*Brief*: What lines of the data include the string "button"? Copy them all.
=== Begin Enclosure ===
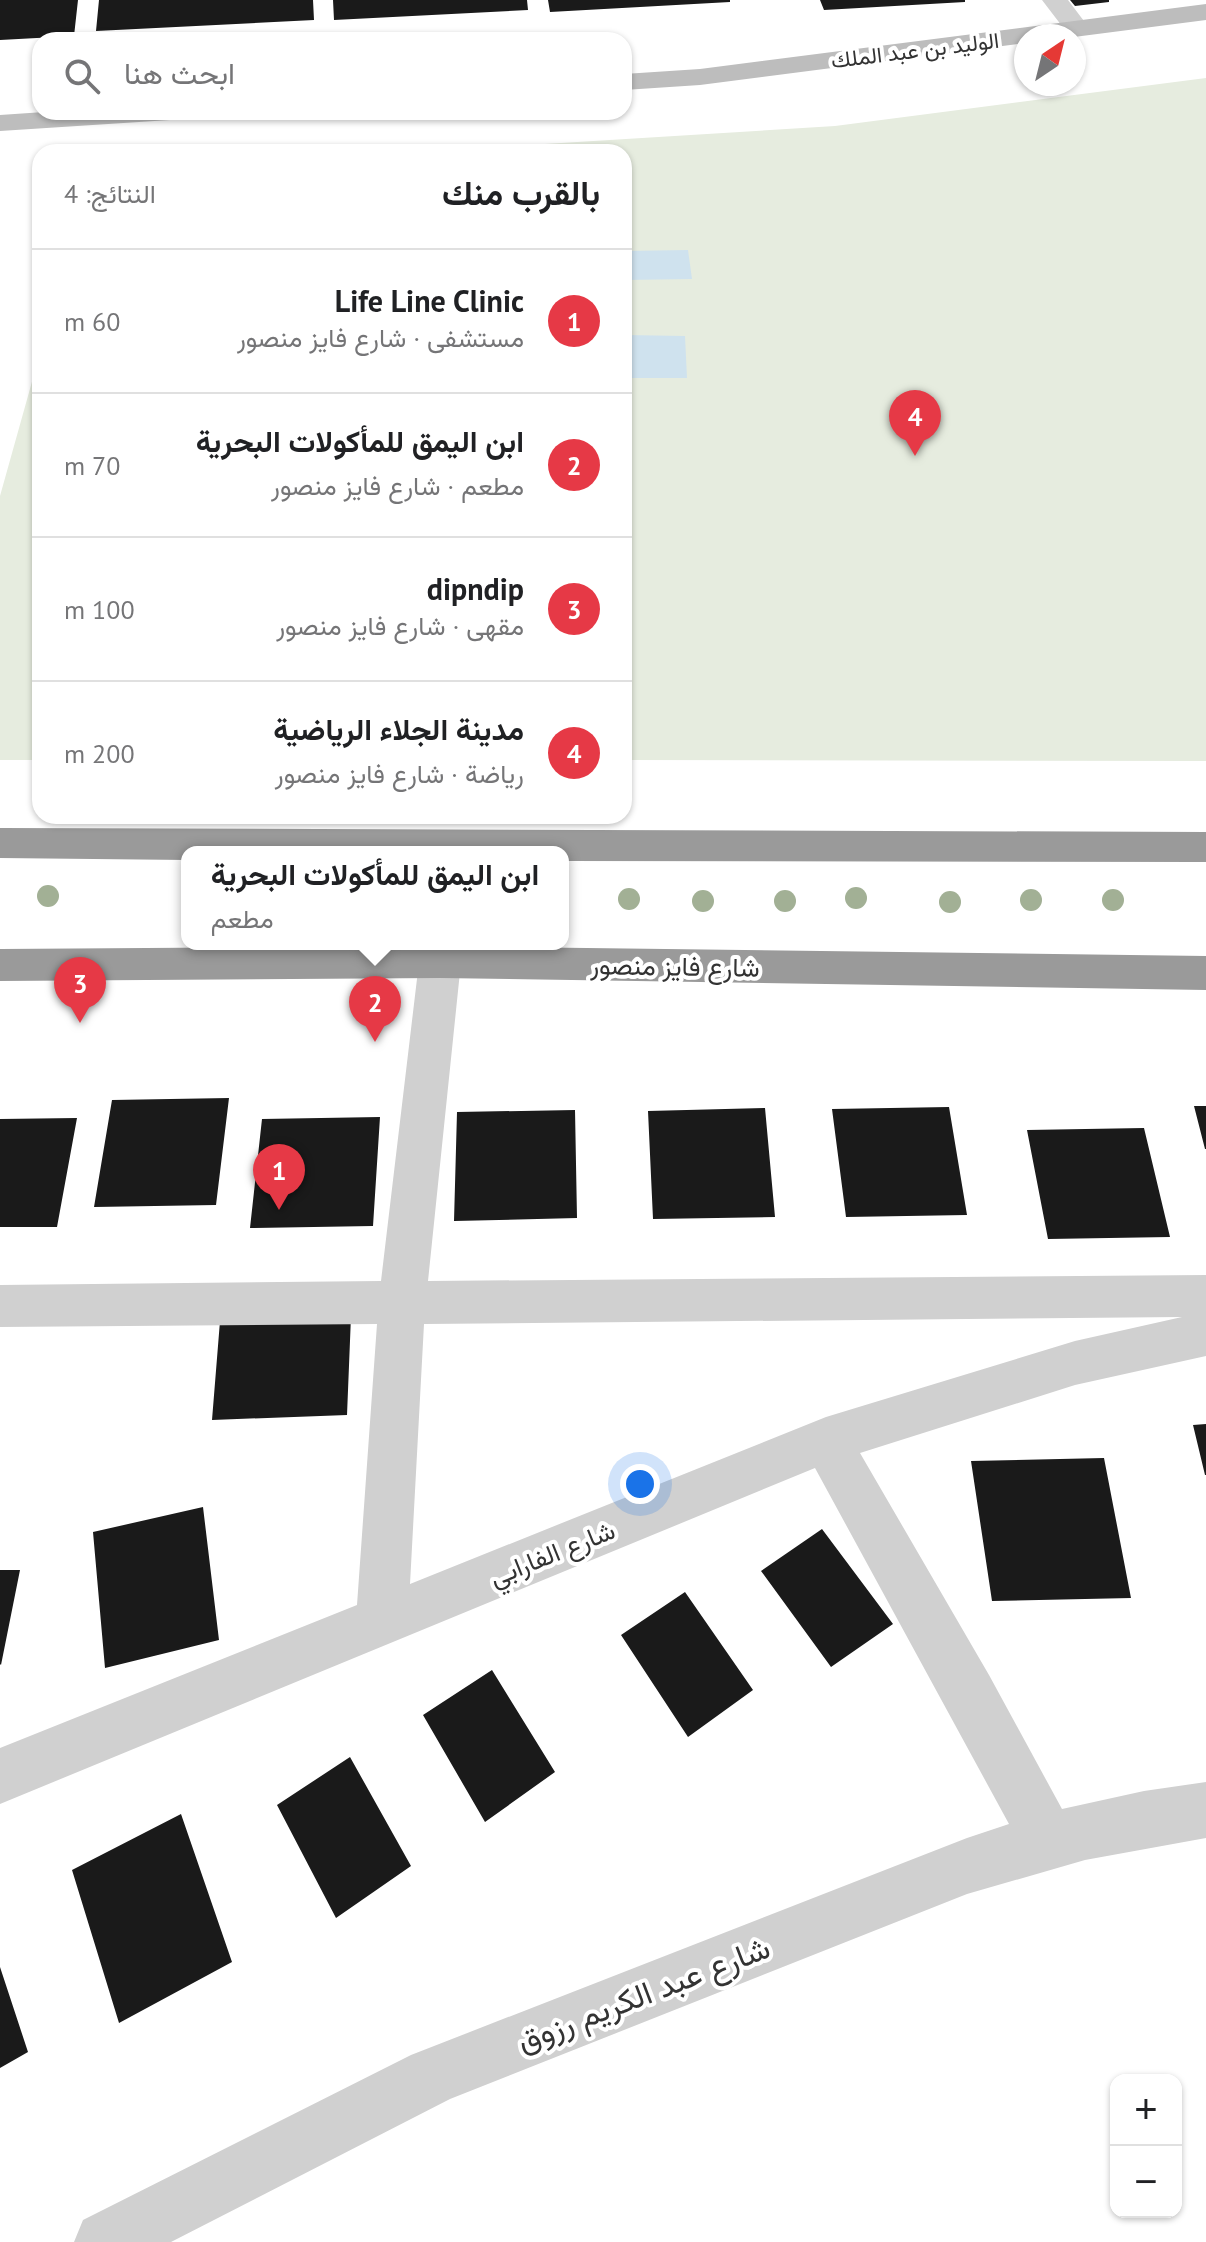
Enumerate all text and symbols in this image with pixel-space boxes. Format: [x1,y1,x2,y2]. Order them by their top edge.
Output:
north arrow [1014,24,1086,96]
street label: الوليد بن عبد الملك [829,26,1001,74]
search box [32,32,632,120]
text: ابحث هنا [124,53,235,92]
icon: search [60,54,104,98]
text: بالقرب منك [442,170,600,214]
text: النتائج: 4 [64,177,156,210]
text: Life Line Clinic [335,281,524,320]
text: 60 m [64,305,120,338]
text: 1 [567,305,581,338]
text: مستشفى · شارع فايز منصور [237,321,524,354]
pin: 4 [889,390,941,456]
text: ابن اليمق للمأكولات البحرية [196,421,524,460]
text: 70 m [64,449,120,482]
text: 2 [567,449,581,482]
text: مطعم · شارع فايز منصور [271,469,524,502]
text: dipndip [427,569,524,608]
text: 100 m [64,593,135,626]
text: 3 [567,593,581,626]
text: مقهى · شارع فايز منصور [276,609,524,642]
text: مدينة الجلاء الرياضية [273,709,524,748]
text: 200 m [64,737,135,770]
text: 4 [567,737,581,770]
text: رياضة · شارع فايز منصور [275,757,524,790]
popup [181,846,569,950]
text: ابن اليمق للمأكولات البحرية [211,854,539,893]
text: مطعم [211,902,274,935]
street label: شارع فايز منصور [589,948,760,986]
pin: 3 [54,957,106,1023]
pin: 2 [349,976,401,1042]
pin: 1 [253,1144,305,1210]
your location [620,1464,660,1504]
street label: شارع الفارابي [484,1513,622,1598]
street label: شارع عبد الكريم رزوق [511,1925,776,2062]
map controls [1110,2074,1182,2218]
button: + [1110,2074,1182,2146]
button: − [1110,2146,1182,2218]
=== End Enclosure ===
*Exercise answer*:
button: + [1110,2074,1182,2146]
button: − [1110,2146,1182,2218]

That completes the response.